Mikrophone mit Saugnapf
Dieses Muster legte schon früh nahe, dass ein Tier, vermutlich eine Walart, Urheber des Bio-Duck sein musste. Dingfest machen konnte man den Verursacher aber bisher nie. Risch und ihre Kollegen haben in ihrer Studie nun einen der Verdächtigen näher unter die Lupe – oder besser gesagt vor das Mikrophon – genommen: den Südlichen Zwergwal (Balaenoptera bonaerensis). Diese bis zu zehn Meter langen Bartenwale ernähren sich von Krill und kleinen Fischen und halten sich vorwiegend im offenen Meer und zwischen Meereisschollen auf. Sie sind daher nur mit großem Aufwand zu beobachten und zu erforschen, wie die Forscher berichten.
Daher ist über ihr Verhalten bisher nur wenig bekannt. Risch und ihren Kollegen gelang es nun, zwei der Zwergwale in Antarktischen Gewässern mit Unterwassermikrophonen und einem Sensorenpaket auszustatten. Mit einer Art Angel befestigten sie dazu das kleine Gerät samt Sender und Saugnapf am Rücken der beiden Tiere.
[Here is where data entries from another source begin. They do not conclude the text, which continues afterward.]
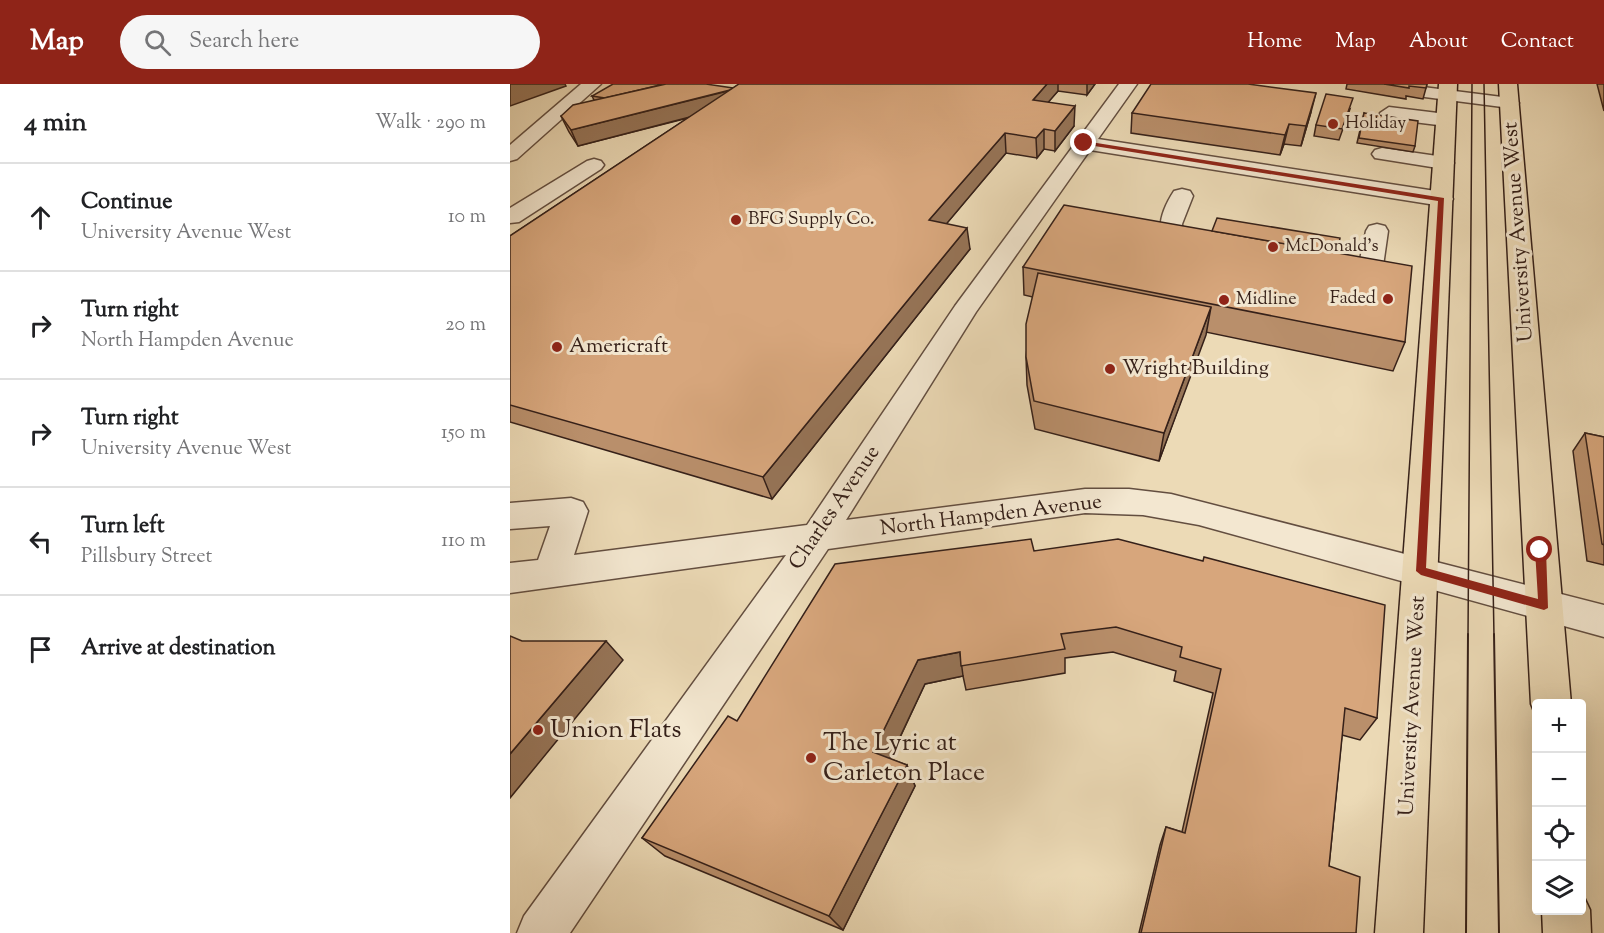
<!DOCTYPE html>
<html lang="en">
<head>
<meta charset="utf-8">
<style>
  :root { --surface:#fff; --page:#f6f6f6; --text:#202124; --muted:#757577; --line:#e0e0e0; --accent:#8f2418 }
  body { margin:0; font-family:"Sorts Mill Goudy",serif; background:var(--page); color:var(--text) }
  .controls { position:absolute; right:18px; bottom:18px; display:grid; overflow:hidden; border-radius:6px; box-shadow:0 6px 24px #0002 }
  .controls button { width:54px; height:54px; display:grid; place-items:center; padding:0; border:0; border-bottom:2px solid var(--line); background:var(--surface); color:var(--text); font:30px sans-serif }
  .stop { position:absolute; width:18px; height:18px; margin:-14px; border:4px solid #8f2418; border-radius:50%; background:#fff }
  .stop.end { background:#8f2418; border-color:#fff; box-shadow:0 2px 6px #0008 }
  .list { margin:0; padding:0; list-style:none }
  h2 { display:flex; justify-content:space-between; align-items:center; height:78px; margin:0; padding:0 24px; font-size:26px }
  h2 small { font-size:20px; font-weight:400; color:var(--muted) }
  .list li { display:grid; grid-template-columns:39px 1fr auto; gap:18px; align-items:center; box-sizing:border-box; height:108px; padding:0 24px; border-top:2px solid var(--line) }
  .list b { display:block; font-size:22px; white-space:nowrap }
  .list p { margin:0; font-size:20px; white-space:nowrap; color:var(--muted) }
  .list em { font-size:20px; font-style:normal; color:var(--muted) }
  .icon { flex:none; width:33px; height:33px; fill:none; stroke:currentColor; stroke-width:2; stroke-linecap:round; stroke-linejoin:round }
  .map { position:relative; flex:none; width:1094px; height:849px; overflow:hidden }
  header { display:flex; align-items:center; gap:36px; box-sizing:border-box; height:84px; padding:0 30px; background:var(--accent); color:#fff }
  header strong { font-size:28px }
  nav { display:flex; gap:33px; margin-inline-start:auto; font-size:21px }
  .search { width:420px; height:54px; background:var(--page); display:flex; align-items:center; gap:15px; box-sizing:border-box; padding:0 21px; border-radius:33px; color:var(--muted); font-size:22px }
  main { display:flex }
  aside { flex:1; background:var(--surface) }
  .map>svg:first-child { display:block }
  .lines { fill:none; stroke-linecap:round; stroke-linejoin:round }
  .minor-casing { stroke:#634e40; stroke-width:3 }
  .major-casing { stroke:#352019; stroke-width:3 }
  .minor { fill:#f3e7d0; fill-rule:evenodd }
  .major { fill:#ecdab6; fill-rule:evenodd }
  .tram-far1 { stroke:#352019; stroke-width:1.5 }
  .tram { stroke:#352019; stroke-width:2 }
  .wall { fill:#b98f6b; stroke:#352019; stroke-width:1.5 }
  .shaded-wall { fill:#967457; stroke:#352019; stroke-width:1.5 }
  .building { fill:#d7a67c; stroke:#352019; stroke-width:1.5 }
  .route { fill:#8f2418 }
  .poi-dot { fill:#8f2418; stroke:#f3e7d0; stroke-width:2 }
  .labels { text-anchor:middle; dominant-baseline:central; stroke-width:6; stroke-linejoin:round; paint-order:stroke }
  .far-poi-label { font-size:18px; fill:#352019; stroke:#f3e7d0; text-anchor:start }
  .street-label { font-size:21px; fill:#352019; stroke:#f3e7d0 }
  .poi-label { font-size:21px; fill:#352019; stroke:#f3e7d0; text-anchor:start }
  .near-poi-label { font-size:26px; fill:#352019; stroke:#f3e7d0; text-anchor:start }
</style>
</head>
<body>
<header>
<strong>Map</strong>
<div class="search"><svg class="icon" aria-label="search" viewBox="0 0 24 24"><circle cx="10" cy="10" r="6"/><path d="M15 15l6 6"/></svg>Search here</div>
<nav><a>Home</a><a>Map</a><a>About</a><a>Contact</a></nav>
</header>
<main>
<aside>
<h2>4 min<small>Walk · 290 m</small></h2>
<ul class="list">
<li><svg class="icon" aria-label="ahead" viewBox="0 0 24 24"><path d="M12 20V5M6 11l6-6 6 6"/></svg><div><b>Continue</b><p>University Avenue West</p></div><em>10 m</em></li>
<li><svg class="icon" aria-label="right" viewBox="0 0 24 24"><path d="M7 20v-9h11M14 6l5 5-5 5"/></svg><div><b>Turn right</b><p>North Hampden Avenue</p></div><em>20 m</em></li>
<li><svg class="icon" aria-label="right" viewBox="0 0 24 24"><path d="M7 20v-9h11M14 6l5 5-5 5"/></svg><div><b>Turn right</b><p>University Avenue West</p></div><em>150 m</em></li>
<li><svg class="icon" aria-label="left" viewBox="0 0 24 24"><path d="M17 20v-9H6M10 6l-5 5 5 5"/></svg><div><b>Turn left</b><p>Pillsbury Street</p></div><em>110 m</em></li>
<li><svg class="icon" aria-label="arrive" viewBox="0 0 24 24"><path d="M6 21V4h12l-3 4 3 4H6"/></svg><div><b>Arrive at destination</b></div></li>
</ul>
</aside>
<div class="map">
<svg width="1094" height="849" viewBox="0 0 1094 849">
  <rect width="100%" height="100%" fill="#ecdab6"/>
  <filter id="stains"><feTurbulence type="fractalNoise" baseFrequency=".00333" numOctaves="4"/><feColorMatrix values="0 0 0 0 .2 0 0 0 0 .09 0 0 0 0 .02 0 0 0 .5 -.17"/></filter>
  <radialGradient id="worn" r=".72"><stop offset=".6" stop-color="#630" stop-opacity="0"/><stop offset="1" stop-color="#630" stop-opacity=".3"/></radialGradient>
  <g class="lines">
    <defs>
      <g id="minor">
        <polygon points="71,0 91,0 7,75 0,77 0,61"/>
        <polygon points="609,0 627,0 588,55 932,108 940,110 943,115 940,120 932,122 580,66 466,228 336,436 575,405 619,405 661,410 1094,521 1094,553 689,441 633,431 575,429 318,465 60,849 7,849 14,832 276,471 0,509 0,479 28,476 40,442 0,445 0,419 61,414 73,418 78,427 64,471 297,441 445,222"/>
        <polygon points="913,3 1000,14 1009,19 1000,24 907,12 904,8 907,4"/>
        <polygon points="879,23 936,30 945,36 936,42 887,36 884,42 870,42 868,38 870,29"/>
        <polygon points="872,64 934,73 941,75 944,79 941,83 934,85 865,74 862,70 865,66"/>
        <polygon points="84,75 91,77 94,81 91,85 9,138 0,139 0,124 77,77"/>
        <path d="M672 105 680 107 683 112 672 140 673 151 697 161 701 166 697 171C688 173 682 171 674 169 640 160 649 130 664 107Z"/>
        <path d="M867 140 875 142 878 147 872 189C862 204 839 201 823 197L820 192 823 187 848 185 856 147 859 142Z"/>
      </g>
      <g id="major">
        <polygon points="929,0 947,0 913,849 865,849"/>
        <polygon points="989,0 1007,0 1061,620 1026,620 1026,632 1021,620"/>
        <polygon points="1072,809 1080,826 1081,849 1033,849 1032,826 1072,826"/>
      </g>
    </defs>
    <use href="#minor" class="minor-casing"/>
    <use href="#major" class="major-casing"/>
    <use href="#minor" class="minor"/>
    <use href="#major" class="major"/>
    <g class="tram-far1">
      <polyline points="974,0 984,552"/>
      <polyline points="958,552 962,0"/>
    </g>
    <g class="tram">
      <polyline points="984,550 989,849"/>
      <polyline points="956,849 958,550"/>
    </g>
  </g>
  <g class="wall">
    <polygon points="229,0 585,0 577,11 548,7 538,18 564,42 545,67 534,65 527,74 496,69 436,140 460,165 262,415 0,338 0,152 178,34 68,62 59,48 51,32 84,16 82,12 223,4"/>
    <polygon points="837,0 917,0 916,4 913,15 896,12 896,15 836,5"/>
    <polygon points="1087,0 1094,0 1094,27"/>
    <polygon points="840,25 829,56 804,52 806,41"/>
    <polygon points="801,28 791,62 774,60 770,71 621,49 622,29"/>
    <polygon points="854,29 905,62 903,68 847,59"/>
    <polygon points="827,169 895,258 883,287 696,248 649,377 525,345 517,301 516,273 523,213 514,211 513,183"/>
    <polygon points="1075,349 1094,353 1094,481 1077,477 1063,367"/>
    <polygon points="524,467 867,634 850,656 832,651 819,782 846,849 629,849 650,761 656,743 672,748 703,609 664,597 666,587 603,568 555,574 555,589 456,606 453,592 415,600 380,675 397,681 405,702 333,846 155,772 132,754 227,637"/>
  </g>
  <g class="shaded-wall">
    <polygon points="0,0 55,0 56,2 0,22"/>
    <polygon points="537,0 548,0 548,7 523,36 523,16"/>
    <polygon points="577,0 585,0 577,11"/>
    <polygon points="226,5 230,20 68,62 61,46"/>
    <polygon points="806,9 801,28 791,62 796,42"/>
    <polygon points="565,22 564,42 545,67 545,47"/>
    <polygon points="779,40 774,60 770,71 775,51"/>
    <polygon points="534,45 534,65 527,74 526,54"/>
    <polygon points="495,49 496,69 422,157 419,136"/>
    <polygon points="457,144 460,165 262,415 253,393"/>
    <polygon points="701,223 696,251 649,377 654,349"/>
    <polygon points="96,557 113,576 0,714 0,670"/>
    <polygon points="450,568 453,592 415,600 373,689 363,668 408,576"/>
    <polygon points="397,681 405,702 333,846 319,832"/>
  </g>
  <g class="building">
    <polygon points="103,0 152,0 150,1 95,14 82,12"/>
    <polygon points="156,0 196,0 223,4 220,6 61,46 51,32 63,21"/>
    <polygon points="229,0 537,0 523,16 565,22 545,47 534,45 526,54 495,49 419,136 457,144 253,393 0,321 0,152"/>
    <polygon points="641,0 738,0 806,9 796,42 779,40 775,51 622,29"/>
    <polygon points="874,0 917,0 916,4 899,2 899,4"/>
    <polygon points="816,10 843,14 832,45 806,41"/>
    <polygon points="854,29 908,37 905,62 849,54"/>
    <polygon points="554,121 902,182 895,258 513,183"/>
    <polygon points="707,134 830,154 827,169 702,147"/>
    <polygon points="528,189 701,223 654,349 524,317 516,273 516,240"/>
    <polygon points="1075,349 1094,353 1094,461 1092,460"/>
    <polygon points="521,455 524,467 608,455 693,477 694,473 875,521 867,634 835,624 819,782 850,793 846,849 631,849 656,743 675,749 711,585 670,573 672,563 606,543 551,550 555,565 451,582 450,568 408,576 363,668 397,681 319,832 132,754 218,632 227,637 325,480"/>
    <polygon points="0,552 12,557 96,557 0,670"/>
  </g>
  <polygon class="route" points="574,57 934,114 916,484 1028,515 1025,466 1030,462 1036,466 1038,524 1034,526 911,491 906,487 928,117 572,60"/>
  <g class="poi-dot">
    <circle cx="823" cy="40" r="6"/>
    <circle cx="226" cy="136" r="6"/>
    <circle cx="763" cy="163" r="6"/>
    <circle cx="878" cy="215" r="6"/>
    <circle cx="714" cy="216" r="6"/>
    <circle cx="47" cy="263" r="6"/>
    <circle cx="600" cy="285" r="6"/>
    <circle cx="28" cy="646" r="6"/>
    <circle cx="301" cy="674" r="6"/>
  </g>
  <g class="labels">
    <g class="far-poi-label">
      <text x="835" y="40">Holiday</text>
      <text x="238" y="136">BFG Supply Co.</text>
      <text x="775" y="163">McDonald's</text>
      <text x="866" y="215" text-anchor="end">Faded</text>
      <text x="726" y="216">Midline</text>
    </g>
    <g class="street-label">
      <text transform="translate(1009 148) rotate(-94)">University Avenue West</text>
      <text transform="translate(325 424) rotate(-56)">Charles Avenue</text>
      <text transform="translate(481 432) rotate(-7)">North Hampden Avenue</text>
      <text transform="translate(903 622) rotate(-87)">University Avenue West</text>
    </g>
    <g class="poi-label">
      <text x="59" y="263">Americraft</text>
      <text x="612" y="285">Wright Building</text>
    </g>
    <g class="near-poi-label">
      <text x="40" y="646">Union Flats</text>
      <text x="313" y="659">The Lyric at<tspan x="313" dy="30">Carleton Place</tspan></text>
    </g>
  </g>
  <rect width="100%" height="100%" filter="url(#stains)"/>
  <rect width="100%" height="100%" fill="url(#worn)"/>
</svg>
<div class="controls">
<button>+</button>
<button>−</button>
<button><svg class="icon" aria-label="locate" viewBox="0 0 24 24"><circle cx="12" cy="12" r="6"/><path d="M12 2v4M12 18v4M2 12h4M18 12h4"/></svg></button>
<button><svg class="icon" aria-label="layers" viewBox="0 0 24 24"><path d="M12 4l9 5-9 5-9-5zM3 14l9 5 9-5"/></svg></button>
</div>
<div class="stop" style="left:1030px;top:466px"></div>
<div class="stop end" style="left:574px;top:59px"></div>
</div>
</main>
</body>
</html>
Dieser erste Versuch, Zwergwale direkt zu belauschen, erwies sich als Erfolg: Eines der Sensorenpakete arbeitete immerhin acht Stunden, das andere sogar 18 Stunden lang, bis es abfiel, wie die Forscher berichten. In dieser Zeitspanne fing das Hydrophon eines Wals tatsächlich das rätselhafte Bio-Duck-Geräusch ein: Der Zwergwal erzeugte jeweils 5-12 kurze Quaklaute und wiederholte diese alle 3,1 Sekunden – dies entsprach genau dem Profil des Bio-Duck. Der Wal gab diese Geräusche kurz vor einem Beutefang-Tauchgang ab, wie die Wissenschaftler berichten. „Unsere Ergebnisse lösen das Rätsel um die Quelle des Bio-Duck – einem der häufigsten Unterwasser-Klänge im Südozean“, konstatieren Risch und ihre Kollegen. Das Quaken stamme eindeutig von antarktischen Zwergwalen. Das Bio-Duck kann damit von der Liste der rätselhaften Unterwasserlaute gelöscht werden.
Damit ist nicht nur die Ursache des Geräuschs geklärt, die unzähligen Aufzeichnungen des Bio-Duck aus den letzten 50 Jahren erweisen sich nun auch als wertvolle Datenquelle für Walforscher. Denn aus ihnen können sie nun Informationen zur Verbreitung und zu den Wanderungsbewegungen dieser Wale ermitteln. So deutet das Verteilungsmuster des Bio-Duck darauf hin, dass ein großer Teil der Zwergwale im Südsommer im Meereis-gürtel um die Antarktis bleibt.
Ein kleiner Teil wandert dann im Winter bis nach Australien. Ein Rätsel aber gibt es noch: Denn die Bio-Duck-Klänge aus der Ostantarktis und dem Ross-Meer unterscheiden sich von denen aus der Westantarktis, wie die Forscher berichten: Die einen haben drei Pulse, die anderen fünf bis sechs. Ob dies daran liegt, dass sich die Zwergwale dieser Gegenden einen jeweils unterschiedlichen „Dialekt“ zugelegt haben, müssen nun weitere Untersuchungen klären.